What is needed.
Each record below needs to be reproduced precisely, though not its pictures.

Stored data
——

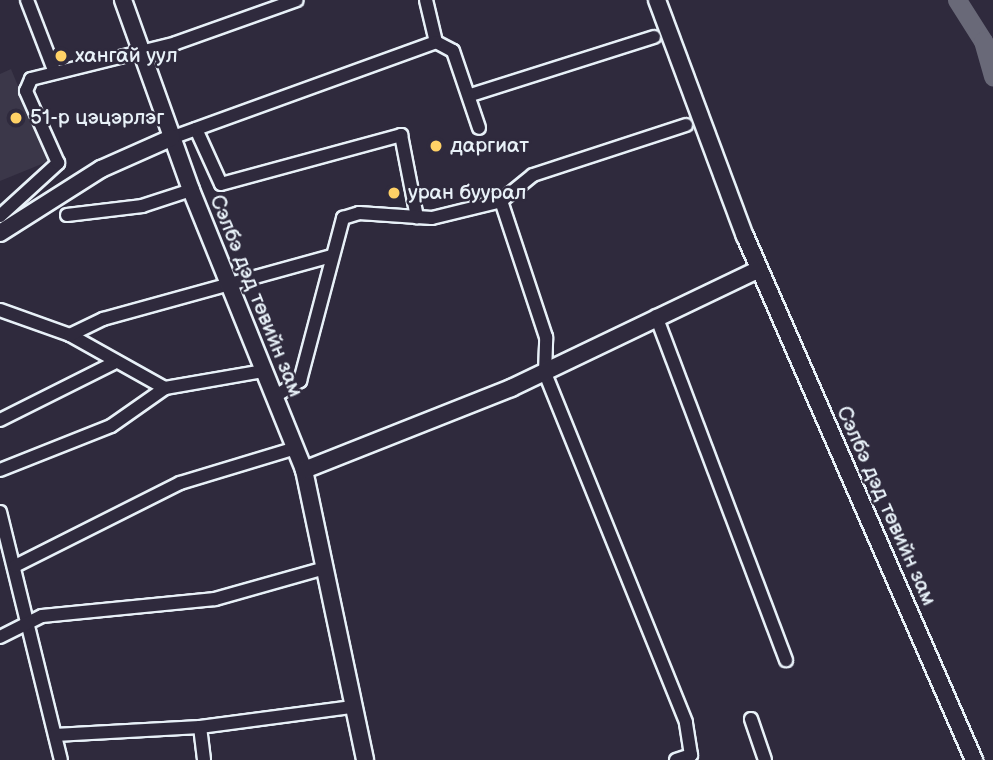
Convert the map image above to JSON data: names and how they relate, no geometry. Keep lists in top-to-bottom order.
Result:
{
  "streets": {
    "street": ["Сэлбэ дэд төвийн зам"]
  },
  "places": [
    "хангай уул",
    "51-р цэцэрлэг",
    "даргиат",
    "уран буурал"
  ]
}
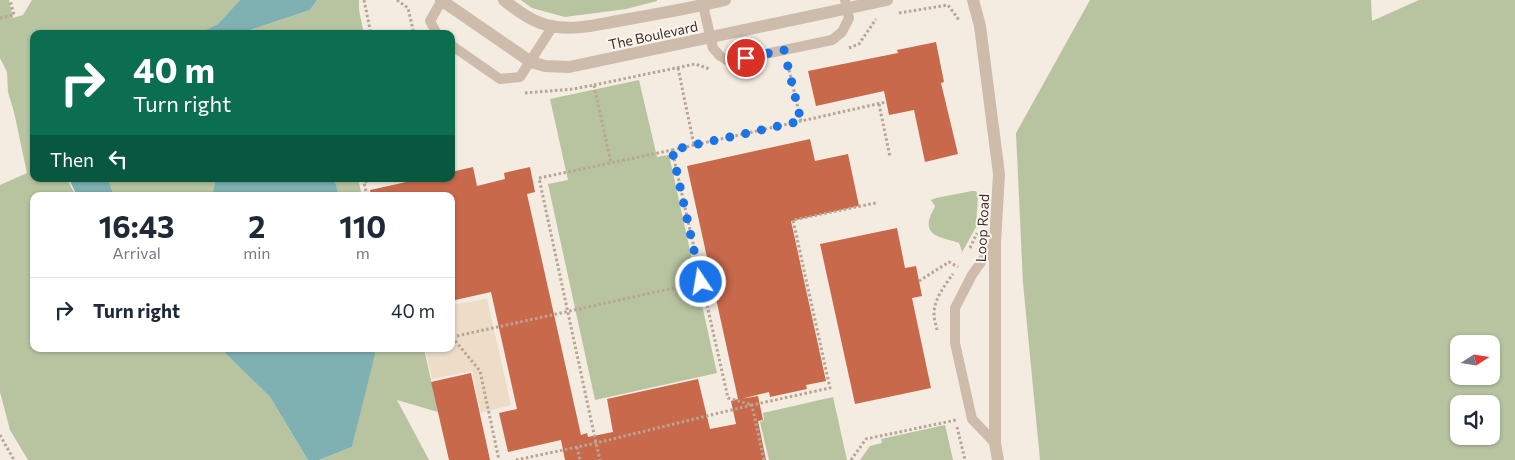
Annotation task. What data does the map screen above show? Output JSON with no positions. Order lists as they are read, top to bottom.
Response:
{
  "streets": {
    "street": ["The Boulevard", "Loop Road"]
  },
  "north": "right",
  "page": {
    "turn": ["40 m", "Turn right"],
    "then": "Then",
    "eta": [
      "16:43",
      "Arrival",
      "2",
      "min",
      "110",
      "m"
    ],
    "list": [
      {
        "name": "Turn right",
        "value": "40 m"
      }
    ]
  }
}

——

Answer for the task.
Convert the map image above to JSON data: names and how they relate, no geometry. Keep lists in top-to-bottom order.
Result:
{
  "streets": {
    "street": ["Сэлбэ дэд төвийн зам"]
  },
  "places": [
    "хангай уул",
    "51-р цэцэрлэг",
    "даргиат",
    "уран буурал"
  ]
}
Annotation task. What data does the map screen above show? Output JSON with no positions. Order lists as they are read, top to bottom.
Response:
{
  "streets": {
    "street": ["The Boulevard", "Loop Road"]
  },
  "north": "right",
  "page": {
    "turn": ["40 m", "Turn right"],
    "then": "Then",
    "eta": [
      "16:43",
      "Arrival",
      "2",
      "min",
      "110",
      "m"
    ],
    "list": [
      {
        "name": "Turn right",
        "value": "40 m"
      }
    ]
  }
}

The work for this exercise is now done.